Hasil yang di meteo ekonomi banyak bidang. Dolar AS telah mengalami masa kejayaannya. Apakah dalam menanggapi langsung pemerintah AS manuver atau sebagai akibat dari ekonomi yang tak terelakkan pematangan, dolar telah terguncang oleh globalisasi keuangan.

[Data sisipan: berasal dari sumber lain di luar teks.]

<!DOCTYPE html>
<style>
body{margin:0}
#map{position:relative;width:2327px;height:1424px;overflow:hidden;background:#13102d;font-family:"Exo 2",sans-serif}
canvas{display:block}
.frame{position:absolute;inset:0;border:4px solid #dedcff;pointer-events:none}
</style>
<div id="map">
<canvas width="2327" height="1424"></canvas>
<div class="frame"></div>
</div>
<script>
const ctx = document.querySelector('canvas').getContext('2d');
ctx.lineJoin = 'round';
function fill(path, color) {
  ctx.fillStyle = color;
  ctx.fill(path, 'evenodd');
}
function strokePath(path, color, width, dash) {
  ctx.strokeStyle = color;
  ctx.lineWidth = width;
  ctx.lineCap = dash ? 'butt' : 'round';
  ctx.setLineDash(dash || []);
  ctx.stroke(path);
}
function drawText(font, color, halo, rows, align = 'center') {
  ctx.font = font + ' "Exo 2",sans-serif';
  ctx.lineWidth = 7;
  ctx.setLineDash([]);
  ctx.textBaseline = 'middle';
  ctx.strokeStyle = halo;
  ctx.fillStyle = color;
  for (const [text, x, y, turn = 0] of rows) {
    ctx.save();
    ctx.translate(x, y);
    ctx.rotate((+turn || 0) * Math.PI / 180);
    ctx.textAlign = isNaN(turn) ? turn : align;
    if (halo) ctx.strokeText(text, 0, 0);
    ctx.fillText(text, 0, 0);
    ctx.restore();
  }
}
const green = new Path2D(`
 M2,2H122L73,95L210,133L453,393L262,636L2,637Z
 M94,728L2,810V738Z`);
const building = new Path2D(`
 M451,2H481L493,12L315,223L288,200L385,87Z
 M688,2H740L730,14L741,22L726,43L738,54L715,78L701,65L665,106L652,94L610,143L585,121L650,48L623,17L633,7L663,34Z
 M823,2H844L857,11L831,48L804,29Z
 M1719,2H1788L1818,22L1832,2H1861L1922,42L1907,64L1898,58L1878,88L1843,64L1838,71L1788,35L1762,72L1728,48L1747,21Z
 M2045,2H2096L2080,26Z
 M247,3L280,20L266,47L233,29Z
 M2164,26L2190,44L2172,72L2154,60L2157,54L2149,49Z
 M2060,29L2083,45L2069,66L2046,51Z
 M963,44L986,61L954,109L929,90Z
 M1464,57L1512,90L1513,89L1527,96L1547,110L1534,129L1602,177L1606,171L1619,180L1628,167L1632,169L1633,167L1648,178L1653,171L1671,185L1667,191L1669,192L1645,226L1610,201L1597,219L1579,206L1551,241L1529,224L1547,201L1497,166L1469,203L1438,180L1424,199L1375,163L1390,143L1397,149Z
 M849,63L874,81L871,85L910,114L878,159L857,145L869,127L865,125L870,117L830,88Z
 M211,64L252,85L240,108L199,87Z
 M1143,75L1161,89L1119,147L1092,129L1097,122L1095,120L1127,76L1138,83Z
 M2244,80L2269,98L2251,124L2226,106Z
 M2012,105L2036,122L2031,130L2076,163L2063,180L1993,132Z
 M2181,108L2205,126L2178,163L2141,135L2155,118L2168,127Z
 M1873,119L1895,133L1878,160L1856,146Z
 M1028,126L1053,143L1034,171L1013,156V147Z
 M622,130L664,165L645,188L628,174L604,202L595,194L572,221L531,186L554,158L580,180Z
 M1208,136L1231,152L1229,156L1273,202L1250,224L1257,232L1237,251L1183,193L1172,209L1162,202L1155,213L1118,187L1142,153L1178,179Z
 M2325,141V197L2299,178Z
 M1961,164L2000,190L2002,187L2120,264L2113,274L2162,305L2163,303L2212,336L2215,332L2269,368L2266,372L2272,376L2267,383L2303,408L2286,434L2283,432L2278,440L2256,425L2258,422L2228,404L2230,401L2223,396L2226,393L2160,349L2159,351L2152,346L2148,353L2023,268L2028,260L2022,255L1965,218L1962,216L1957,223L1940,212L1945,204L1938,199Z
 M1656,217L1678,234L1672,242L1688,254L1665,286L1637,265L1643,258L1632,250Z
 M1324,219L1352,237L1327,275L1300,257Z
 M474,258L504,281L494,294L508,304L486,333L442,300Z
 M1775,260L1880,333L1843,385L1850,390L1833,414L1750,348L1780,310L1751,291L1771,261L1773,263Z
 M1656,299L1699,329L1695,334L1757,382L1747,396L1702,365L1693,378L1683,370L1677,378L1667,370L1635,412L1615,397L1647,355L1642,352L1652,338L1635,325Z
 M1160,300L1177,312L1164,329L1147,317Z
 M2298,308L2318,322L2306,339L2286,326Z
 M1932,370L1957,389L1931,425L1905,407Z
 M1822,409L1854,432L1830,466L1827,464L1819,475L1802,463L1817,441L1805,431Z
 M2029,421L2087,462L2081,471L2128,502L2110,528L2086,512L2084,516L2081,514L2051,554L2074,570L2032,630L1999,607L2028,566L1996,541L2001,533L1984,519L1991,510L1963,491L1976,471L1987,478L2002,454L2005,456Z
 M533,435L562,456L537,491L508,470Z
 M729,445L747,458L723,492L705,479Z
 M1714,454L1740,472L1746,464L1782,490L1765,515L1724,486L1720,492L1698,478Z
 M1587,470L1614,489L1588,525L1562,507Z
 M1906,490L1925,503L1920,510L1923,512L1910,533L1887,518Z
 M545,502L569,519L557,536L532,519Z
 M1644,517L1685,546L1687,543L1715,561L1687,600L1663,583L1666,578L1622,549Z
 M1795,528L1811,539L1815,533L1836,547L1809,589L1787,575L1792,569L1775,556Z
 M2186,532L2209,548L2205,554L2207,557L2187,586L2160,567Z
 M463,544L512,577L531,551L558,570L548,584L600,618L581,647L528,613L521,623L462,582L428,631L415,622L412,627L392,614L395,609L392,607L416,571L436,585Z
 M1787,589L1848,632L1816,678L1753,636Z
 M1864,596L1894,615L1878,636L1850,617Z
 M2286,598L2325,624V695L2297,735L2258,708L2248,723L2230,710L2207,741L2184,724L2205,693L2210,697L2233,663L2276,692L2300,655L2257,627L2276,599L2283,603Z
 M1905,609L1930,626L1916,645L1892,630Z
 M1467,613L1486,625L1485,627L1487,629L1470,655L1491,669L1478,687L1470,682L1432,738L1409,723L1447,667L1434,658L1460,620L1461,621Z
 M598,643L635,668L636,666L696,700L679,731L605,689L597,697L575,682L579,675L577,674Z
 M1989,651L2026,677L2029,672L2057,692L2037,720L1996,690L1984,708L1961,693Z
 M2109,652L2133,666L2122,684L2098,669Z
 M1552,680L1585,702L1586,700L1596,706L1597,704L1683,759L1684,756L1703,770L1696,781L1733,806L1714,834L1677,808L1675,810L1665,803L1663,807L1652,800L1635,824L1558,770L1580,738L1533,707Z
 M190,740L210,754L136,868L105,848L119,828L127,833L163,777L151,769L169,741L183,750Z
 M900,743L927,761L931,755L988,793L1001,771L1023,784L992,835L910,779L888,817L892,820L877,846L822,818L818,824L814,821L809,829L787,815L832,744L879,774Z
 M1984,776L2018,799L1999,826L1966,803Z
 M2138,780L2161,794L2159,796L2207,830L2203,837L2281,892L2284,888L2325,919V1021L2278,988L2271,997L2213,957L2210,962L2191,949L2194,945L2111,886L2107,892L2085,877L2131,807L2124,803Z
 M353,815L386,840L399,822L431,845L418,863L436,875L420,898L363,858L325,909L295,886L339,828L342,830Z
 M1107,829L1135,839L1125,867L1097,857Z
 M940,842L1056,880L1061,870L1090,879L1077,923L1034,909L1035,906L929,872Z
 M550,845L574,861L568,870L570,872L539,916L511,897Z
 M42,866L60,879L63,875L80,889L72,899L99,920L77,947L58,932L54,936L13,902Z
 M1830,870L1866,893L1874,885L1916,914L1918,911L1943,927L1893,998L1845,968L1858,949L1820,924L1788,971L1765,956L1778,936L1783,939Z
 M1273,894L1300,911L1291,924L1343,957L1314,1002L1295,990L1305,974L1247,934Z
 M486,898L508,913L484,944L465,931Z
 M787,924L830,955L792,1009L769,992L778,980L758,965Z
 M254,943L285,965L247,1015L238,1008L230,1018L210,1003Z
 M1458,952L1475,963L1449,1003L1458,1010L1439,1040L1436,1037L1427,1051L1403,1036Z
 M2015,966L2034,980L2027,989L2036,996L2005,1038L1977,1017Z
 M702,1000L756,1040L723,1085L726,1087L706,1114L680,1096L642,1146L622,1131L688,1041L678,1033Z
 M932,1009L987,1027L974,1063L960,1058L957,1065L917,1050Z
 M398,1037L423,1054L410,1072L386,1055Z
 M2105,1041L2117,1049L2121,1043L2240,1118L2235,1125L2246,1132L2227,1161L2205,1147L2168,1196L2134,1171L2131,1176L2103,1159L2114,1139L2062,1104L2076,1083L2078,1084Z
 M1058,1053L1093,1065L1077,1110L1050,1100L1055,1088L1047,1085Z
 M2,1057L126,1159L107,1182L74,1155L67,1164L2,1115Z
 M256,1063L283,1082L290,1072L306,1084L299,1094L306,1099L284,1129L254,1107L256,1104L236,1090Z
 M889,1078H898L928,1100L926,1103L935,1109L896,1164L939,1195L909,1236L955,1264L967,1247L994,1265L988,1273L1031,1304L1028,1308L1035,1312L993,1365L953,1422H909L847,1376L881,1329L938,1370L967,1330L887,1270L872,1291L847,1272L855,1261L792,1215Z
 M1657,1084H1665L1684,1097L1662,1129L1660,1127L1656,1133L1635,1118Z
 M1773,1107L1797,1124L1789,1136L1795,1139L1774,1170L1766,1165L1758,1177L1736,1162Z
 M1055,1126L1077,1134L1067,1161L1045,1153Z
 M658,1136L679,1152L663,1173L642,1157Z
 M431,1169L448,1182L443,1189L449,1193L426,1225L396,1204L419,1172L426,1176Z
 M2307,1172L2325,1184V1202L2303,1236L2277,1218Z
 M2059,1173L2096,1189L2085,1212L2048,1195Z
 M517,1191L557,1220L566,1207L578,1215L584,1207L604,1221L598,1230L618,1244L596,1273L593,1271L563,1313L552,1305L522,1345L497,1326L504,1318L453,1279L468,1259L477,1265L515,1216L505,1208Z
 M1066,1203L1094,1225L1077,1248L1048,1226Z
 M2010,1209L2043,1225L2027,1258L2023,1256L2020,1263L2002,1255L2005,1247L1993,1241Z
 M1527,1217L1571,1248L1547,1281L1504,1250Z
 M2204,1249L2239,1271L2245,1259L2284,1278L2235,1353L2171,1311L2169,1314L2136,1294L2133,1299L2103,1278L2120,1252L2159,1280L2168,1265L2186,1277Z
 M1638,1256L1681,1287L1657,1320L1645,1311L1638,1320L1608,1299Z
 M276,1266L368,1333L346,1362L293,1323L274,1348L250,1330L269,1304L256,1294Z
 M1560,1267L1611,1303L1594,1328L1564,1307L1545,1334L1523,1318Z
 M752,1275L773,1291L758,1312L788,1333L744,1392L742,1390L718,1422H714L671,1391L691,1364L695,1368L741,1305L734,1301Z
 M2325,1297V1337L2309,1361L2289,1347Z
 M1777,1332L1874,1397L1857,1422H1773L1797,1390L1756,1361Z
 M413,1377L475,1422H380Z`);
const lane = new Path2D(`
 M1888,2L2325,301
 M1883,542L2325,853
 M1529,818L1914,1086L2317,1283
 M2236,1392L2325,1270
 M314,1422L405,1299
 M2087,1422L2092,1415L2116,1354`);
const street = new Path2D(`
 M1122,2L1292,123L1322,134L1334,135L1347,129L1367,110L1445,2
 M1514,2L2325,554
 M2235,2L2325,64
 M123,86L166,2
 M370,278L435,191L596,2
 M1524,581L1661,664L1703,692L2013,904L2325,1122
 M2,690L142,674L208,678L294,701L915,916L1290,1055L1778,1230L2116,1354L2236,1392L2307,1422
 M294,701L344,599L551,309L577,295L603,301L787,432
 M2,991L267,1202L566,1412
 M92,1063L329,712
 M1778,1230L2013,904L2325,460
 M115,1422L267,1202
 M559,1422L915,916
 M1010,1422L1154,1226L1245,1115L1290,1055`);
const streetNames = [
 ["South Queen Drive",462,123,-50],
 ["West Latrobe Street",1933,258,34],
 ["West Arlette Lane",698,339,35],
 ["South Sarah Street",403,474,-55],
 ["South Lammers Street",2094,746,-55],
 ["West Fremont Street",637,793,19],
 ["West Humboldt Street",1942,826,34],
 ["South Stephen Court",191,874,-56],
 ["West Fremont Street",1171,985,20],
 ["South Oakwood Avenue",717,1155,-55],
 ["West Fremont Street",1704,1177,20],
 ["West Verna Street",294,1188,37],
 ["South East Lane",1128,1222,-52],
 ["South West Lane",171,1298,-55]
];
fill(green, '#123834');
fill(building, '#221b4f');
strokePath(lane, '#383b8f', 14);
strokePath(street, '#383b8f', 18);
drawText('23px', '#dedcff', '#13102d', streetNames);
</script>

Prediksi apokaliptik memiliki dolar gratis-jatuh tiba-tiba collapse21, sementara moderat ideolog dan ekonom titik diprediksi balancing22 yang lebih pilihan diversifikasi ekonomi global.

Apakah anda menikmati artikel ini?

Catatan kaki

  1. Progresif Policy Institute, "Bush vs Clinton: Ekonomi Indeks Kinerja," Robert D. Atkinson dan Julie Hutto, oktober 2004.
  2. Ibid.
  3. US News and World Report, "Presiden Bush Dipotong Pajak Bunuh diri," James Pethokoukis, Maret 2007.
  4. Pacific News Service, "Perhatikan as: Bush Kebutuhan Pelajaran dalam mata Uang dan Sejarah," Franz Schurmann, Februari 2003.
  5. Progresif Policy Institute, Atkinson dan Hutto.
  6. Federal Reserve Bank of San Francisco, "Bagaimana jika Pemerintah Asing Diversifikasi Cadangan Mereka?" Diego Valderrama, Juli 2005.
  7. "Bisnis AS Menyalahkan Ekonomi Miskin di Cina, Yuan Tetap Nilai Dolar," Elizabeth Becker dan Edmund Andrews, Agustus 2003.
  8. Ibid.
  9. Ibid.
  10. Bank Sentral eropa, "Akumulasi Cadangan devisa," Feb. 2006.
  11. Market Watch, "Dolar Adalah 14 Tahun Sterling Rendah; Euro/Yen pada Rekor Baru," Wanfeng Zhou, Jan 2007.
  12. Ibid.
  13. Pacific News Service, Schurmann.
  14. Financial Times, "Euro Mencatat Kas Di Menyalip Dolar," Ralph Atkins, Desember 2006.
  15. Oanda, FXHistory: Sejarah Nilai Tukar Mata Uang.
  16. MSNBC, "Konsumen Bisa Terjebak di Bawah Dolar Jatuh," Martin Wolk, Desember 2004.
  17. "Akan Euro Akhirnya Mengungguli Dolar as Terkemuka mata Uang Cadangan Internasional?" Menzie Chinn, Jeffrey Frankel, Jan 2006.
  18. Bullion Vault, "Kontes Kecantikan untuk Cacat Setengah akal," Adrian Ash, Dec. 2006.
  19. Ibid.
  20. Federal Reserve Bank of San Francisco, Valderrama.
  21. World Net Daily, "Dolar AS Menghadapi Kolaps?" Jerome Corsi, Desember 2006.
  22. The Economist, "Mempertahankan Berkelanjutan," Maret 2007.